REQUIRED WORK: Out of the entries that follow, copy each line containing "align".

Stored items
※
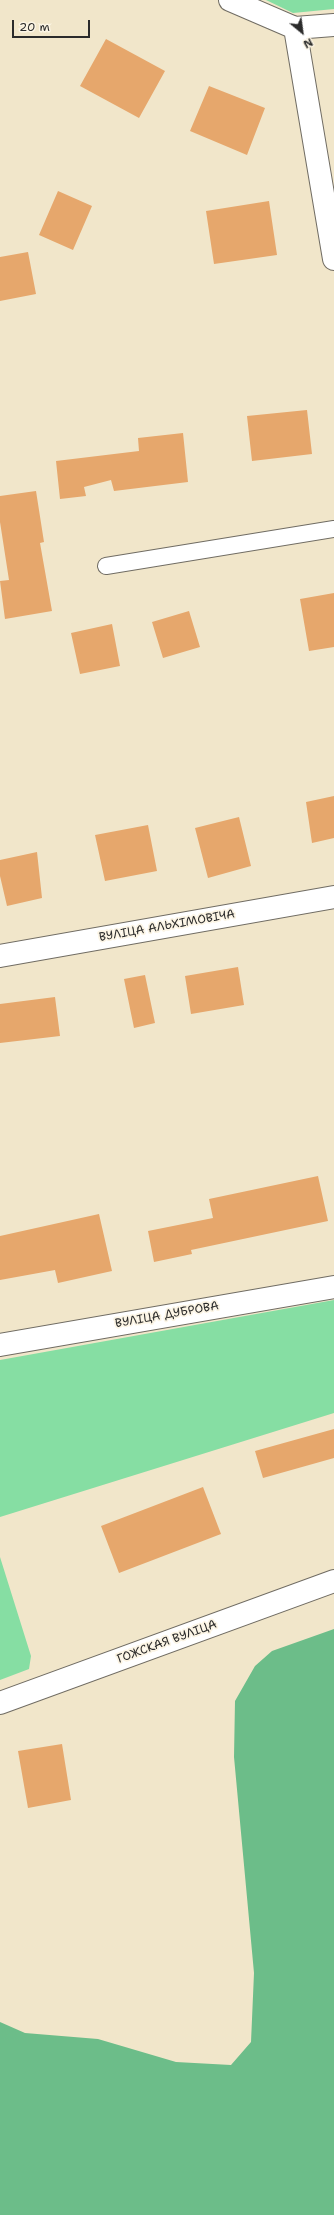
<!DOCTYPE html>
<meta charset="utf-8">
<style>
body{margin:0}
#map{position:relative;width:334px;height:2215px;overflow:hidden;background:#f1e6ca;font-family:"Shantell Sans",sans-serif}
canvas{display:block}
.north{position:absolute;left:282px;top:12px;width:40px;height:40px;-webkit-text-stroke:3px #fcf5e5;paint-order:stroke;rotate:151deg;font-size:11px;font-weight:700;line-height:16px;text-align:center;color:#2b2b2b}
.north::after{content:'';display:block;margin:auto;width:14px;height:18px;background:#2b2b2b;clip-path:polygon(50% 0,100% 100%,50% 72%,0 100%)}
.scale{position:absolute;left:12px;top:20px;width:78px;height:18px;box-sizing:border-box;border:2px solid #2b2b2b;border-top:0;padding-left:5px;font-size:12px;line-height:14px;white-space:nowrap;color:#2b2b2b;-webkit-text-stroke:3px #fcf5e5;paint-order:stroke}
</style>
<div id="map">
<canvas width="334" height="2215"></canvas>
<div class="north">N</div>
<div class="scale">20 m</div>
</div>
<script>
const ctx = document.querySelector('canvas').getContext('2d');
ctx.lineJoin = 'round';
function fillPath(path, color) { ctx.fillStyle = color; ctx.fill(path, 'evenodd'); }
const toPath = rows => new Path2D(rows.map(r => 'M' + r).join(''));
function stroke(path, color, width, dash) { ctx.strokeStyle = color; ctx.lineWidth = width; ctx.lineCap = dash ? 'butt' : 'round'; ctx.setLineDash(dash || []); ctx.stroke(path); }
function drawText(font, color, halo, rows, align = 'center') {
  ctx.font = font + ' "Shantell Sans",sans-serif'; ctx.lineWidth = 3.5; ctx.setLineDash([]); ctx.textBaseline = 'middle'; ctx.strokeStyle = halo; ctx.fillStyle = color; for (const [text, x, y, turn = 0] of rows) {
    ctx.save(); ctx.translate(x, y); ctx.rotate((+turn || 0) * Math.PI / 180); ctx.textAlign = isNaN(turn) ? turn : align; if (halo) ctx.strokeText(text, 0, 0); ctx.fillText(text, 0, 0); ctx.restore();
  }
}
fillPath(toPath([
 [266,0,334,0,334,9,293,13],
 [334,1300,334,1413,0,1517,0,1360],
 [0,1557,31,1656,29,1669,0,1680]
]), '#86dea3');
fillPath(toPath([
 [334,1629,334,2215,0,2215,0,2022,25,2033,98,2039,176,2062,231,2065,251,2042,254,1973,234,1757,235,1701,255,1666,272,1651]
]), '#6cbd89');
fillPath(toPath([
 [106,39,165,71,139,118,80,86],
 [209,86,265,108,247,155,190,131],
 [58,191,92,206,73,250,39,235],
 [269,201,277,255,214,264,206,211],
 [28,252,36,294,0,301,0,257],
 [307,410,312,454,252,461,247,416],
 [183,433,188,482,114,491,111,480,84,487,86,496,60,499,56,461,139,451,138,438],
 [36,491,44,542,40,543,52,611,5,619,0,581,9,580,0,522,0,496],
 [334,593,334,647,309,651,300,599],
 [189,611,200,647,163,658,152,622],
 [112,624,120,666,80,674,71,633],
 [334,796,334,838,312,843,306,802],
 [239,817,251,866,208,878,195,828],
 [148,825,157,871,105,881,95,835],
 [37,852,42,898,7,906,0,876,0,860],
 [238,967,244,1005,191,1014,185,976],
 [145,975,155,1023,134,1028,124,979],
 [55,997,60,1036,0,1043,0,1004],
 [318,1176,328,1221,191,1250,192,1254,154,1262,148,1231,213,1218,209,1199],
 [99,1214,112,1271,58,1283,55,1270,0,1280,0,1236],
 [334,1429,334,1458,263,1478,255,1451],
 [203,1487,221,1534,119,1573,101,1526],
 [62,1744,71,1800,28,1808,18,1751]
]), '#e6a76c');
const service = toPath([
 [106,566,334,529]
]);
const minor = toPath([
 [230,0,295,28,334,25],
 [295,28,334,259],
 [0,956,334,897],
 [0,1345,334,1287]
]);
const tertiary = toPath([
 [0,1703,334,1581]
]);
stroke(service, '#706c63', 18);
stroke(minor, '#706c63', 24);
stroke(tertiary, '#706c63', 24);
stroke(service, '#fff', 16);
stroke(minor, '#fff', 22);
stroke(tertiary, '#fff', 22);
drawText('12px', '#2b2b2b', '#fcf5e5', [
 ["ВУЛІЦА АЛЬХІМОВІЧА",167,926,-10],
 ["ВУЛІЦА ДУБРОВА",167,1315,-10],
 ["ГОЖСКАЯ ВУЛІЦА",167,1642,-20]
]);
</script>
※
SOLUTION FOR THIS EXERCISE:
.north{position:absolute;left:282px;top:12px;width:40px;height:40px;-webkit-text-stroke:3px #fcf5e5;paint-order:stroke;rotate:151deg;font-size:11px;font-weight:700;line-height:16px;text-align:center;color:#2b2b2b}
function drawText(font, color, halo, rows, align = 'center') {
    ctx.save(); ctx.translate(x, y); ctx.rotate((+turn || 0) * Math.PI / 180); ctx.textAlign = isNaN(turn) ? turn : align; if (halo) ctx.strokeText(text, 0, 0); ctx.fillText(text, 0, 0); ctx.restore();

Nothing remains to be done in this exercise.